> _About this task_
Find how many lines in the data below mention "water". Give the number only.

#### Exercise material

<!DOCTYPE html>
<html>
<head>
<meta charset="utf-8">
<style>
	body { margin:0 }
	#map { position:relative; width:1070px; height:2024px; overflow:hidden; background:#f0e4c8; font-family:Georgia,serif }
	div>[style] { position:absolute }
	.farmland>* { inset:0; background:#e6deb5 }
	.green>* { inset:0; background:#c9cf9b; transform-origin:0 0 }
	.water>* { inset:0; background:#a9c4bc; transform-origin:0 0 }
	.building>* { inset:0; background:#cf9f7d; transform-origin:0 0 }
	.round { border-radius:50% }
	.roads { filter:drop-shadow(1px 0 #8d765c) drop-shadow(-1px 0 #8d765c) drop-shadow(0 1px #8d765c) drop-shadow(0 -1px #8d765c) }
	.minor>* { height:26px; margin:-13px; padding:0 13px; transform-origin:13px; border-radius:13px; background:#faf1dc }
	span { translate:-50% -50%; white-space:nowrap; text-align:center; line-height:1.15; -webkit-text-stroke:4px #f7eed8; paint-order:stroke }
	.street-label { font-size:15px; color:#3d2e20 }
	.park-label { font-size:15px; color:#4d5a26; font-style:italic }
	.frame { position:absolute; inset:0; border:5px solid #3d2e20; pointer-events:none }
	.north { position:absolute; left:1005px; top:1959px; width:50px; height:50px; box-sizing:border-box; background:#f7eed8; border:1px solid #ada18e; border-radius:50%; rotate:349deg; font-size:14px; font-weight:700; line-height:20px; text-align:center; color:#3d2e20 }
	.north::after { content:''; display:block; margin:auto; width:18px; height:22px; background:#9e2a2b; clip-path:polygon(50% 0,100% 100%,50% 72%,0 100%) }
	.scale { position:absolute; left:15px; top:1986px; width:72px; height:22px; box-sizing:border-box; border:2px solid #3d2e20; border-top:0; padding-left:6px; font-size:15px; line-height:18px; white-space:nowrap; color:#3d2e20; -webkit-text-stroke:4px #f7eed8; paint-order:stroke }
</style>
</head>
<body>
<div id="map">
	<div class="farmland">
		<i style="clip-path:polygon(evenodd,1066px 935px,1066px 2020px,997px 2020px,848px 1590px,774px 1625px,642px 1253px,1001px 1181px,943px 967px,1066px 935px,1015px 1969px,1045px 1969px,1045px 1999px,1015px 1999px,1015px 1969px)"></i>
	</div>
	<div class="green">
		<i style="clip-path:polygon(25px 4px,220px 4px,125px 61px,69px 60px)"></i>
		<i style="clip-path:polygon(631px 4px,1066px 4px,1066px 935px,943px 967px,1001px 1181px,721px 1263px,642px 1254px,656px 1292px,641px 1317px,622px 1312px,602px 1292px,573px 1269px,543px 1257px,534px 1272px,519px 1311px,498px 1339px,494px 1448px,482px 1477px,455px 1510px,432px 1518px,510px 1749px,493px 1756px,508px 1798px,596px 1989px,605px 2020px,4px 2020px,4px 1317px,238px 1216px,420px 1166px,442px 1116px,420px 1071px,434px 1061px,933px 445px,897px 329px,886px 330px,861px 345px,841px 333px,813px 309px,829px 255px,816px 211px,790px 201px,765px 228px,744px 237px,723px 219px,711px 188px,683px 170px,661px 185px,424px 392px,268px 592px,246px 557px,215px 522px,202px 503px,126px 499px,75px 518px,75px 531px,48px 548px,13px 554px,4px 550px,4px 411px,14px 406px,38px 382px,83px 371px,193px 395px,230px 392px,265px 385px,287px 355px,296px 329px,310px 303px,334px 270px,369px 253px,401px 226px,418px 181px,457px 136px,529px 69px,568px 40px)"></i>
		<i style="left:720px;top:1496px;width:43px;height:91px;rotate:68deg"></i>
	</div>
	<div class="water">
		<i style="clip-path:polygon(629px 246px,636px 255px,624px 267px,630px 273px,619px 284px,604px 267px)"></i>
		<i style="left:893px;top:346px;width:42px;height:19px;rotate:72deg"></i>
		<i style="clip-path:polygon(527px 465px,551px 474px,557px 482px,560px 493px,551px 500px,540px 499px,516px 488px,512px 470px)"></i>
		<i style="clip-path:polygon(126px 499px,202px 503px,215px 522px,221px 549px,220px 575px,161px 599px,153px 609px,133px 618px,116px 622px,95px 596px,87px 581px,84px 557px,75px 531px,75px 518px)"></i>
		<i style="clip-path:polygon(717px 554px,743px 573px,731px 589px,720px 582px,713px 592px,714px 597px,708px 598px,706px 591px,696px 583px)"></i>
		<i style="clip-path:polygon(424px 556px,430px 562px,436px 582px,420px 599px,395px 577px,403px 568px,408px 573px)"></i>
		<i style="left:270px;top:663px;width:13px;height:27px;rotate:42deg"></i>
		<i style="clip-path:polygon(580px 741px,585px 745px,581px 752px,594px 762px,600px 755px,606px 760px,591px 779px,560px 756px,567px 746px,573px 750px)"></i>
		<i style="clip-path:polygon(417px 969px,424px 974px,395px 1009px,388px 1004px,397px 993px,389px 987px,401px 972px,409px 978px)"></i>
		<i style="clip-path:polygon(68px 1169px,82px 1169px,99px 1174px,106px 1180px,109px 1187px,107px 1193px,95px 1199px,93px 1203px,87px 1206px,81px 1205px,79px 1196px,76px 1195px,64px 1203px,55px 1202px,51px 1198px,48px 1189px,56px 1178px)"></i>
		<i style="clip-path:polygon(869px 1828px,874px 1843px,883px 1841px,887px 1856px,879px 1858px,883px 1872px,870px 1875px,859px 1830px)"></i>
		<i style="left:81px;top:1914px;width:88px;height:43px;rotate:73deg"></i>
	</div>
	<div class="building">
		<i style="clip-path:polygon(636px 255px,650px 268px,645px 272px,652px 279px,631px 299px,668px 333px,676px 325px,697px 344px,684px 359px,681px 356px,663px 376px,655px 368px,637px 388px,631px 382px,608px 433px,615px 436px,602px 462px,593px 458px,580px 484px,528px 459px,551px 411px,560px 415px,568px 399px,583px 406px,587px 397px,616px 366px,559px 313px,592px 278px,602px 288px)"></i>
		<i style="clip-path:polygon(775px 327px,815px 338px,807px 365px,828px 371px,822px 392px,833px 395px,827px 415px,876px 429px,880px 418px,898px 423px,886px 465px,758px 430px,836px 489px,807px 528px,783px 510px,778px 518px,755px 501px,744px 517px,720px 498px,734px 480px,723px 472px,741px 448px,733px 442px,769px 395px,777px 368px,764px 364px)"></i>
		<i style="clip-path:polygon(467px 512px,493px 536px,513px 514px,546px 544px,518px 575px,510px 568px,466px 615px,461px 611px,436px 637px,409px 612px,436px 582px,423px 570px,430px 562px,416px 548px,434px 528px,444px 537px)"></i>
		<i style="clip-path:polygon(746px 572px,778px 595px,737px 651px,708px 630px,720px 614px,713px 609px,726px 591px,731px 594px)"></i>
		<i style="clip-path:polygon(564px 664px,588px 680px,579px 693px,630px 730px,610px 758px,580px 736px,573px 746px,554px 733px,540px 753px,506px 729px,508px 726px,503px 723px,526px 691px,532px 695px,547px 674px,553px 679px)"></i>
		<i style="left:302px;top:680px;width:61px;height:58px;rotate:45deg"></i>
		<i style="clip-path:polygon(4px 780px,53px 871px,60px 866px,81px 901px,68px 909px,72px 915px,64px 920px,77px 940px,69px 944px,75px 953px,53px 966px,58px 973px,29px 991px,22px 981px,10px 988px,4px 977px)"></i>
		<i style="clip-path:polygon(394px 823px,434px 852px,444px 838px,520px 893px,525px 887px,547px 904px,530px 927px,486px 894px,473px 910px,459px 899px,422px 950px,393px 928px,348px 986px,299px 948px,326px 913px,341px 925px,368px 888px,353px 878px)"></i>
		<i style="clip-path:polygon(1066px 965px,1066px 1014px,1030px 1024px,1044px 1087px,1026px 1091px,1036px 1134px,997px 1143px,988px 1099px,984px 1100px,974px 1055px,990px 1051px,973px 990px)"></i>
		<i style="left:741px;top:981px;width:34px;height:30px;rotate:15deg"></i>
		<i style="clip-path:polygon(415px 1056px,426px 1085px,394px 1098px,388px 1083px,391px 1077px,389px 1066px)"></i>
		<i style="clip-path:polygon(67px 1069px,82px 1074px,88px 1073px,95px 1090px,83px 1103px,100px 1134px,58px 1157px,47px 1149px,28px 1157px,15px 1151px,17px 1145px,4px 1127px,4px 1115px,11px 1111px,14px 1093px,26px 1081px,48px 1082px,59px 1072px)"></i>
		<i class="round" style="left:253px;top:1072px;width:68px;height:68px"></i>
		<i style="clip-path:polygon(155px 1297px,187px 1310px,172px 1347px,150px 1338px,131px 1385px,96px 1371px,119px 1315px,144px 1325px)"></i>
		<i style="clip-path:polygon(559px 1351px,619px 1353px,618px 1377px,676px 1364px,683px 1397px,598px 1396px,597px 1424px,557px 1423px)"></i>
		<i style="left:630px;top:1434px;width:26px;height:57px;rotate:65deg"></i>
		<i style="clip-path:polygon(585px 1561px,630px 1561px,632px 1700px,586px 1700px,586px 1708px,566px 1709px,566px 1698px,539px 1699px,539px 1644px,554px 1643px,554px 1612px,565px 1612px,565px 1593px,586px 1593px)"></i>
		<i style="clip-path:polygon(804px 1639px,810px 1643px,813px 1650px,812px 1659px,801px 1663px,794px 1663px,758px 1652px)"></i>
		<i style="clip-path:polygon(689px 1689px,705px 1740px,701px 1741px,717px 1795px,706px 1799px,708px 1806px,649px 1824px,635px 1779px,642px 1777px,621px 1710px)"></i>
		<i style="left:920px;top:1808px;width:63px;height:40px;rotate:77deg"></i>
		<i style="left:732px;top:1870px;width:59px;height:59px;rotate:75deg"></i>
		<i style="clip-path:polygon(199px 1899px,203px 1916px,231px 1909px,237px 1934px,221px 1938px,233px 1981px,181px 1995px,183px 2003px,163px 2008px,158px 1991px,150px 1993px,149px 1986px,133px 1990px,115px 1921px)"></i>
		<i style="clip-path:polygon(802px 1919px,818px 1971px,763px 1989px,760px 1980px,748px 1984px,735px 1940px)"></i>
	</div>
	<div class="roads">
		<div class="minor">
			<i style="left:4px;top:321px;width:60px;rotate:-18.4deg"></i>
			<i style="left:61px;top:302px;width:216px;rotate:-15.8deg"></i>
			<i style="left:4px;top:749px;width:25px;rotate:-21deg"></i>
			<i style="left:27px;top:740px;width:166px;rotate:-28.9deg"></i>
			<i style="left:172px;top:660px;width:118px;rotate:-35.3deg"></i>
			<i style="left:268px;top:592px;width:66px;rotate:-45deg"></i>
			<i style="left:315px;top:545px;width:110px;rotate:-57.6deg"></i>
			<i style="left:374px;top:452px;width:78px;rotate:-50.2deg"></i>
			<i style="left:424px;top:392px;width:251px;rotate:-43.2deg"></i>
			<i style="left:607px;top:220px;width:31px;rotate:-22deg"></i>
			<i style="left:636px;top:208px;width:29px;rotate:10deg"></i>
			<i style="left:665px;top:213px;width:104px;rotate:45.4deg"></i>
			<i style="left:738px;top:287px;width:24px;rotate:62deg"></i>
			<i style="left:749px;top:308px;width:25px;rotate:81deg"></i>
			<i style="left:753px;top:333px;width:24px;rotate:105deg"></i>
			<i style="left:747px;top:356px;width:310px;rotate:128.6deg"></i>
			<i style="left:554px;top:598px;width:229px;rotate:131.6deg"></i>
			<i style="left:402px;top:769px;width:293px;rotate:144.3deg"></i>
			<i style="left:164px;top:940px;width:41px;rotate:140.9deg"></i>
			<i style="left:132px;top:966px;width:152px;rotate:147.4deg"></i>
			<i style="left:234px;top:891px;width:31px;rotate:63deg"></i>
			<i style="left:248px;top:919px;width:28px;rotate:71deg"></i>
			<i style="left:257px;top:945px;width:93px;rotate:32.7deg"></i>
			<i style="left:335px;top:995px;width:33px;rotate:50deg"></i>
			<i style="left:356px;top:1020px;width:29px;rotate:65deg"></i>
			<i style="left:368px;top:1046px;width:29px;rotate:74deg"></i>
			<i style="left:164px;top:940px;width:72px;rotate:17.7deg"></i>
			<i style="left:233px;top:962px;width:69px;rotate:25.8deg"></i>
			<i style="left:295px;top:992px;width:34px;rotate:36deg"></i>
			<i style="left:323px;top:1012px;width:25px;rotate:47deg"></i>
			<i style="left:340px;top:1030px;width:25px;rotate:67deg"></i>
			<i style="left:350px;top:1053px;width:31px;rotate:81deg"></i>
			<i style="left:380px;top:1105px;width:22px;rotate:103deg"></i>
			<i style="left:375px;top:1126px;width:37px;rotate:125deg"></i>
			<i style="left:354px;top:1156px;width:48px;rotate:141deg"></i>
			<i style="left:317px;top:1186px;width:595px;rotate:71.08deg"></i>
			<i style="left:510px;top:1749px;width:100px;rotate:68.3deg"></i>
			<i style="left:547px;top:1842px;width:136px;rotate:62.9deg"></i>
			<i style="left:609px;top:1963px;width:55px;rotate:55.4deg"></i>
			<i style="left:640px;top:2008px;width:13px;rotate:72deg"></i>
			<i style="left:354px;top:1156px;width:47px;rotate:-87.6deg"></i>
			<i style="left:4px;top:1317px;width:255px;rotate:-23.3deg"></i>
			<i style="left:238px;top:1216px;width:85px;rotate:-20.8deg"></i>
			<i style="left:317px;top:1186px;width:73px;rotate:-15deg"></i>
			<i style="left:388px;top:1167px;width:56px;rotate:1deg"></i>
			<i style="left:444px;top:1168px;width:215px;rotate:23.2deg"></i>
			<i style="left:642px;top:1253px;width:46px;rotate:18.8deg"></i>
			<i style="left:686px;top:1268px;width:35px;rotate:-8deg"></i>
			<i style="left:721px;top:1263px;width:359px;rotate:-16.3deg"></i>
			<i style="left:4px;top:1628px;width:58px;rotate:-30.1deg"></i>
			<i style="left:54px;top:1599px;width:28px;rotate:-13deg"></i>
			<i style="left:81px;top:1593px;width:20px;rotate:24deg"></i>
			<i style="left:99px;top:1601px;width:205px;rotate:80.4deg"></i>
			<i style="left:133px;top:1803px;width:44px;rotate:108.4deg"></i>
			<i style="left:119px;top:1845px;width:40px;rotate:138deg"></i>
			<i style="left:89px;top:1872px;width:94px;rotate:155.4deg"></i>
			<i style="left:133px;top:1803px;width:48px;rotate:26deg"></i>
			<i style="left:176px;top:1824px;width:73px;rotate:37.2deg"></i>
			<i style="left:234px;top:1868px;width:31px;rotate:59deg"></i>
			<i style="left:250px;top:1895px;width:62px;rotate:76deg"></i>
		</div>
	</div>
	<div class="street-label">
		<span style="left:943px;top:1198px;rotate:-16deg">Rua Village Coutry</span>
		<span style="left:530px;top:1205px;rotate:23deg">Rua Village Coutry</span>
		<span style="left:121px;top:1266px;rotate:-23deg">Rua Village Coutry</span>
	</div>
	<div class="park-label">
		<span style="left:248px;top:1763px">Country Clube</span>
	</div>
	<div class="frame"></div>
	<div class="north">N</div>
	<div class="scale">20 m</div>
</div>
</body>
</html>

########

> _Solution to this problem_
2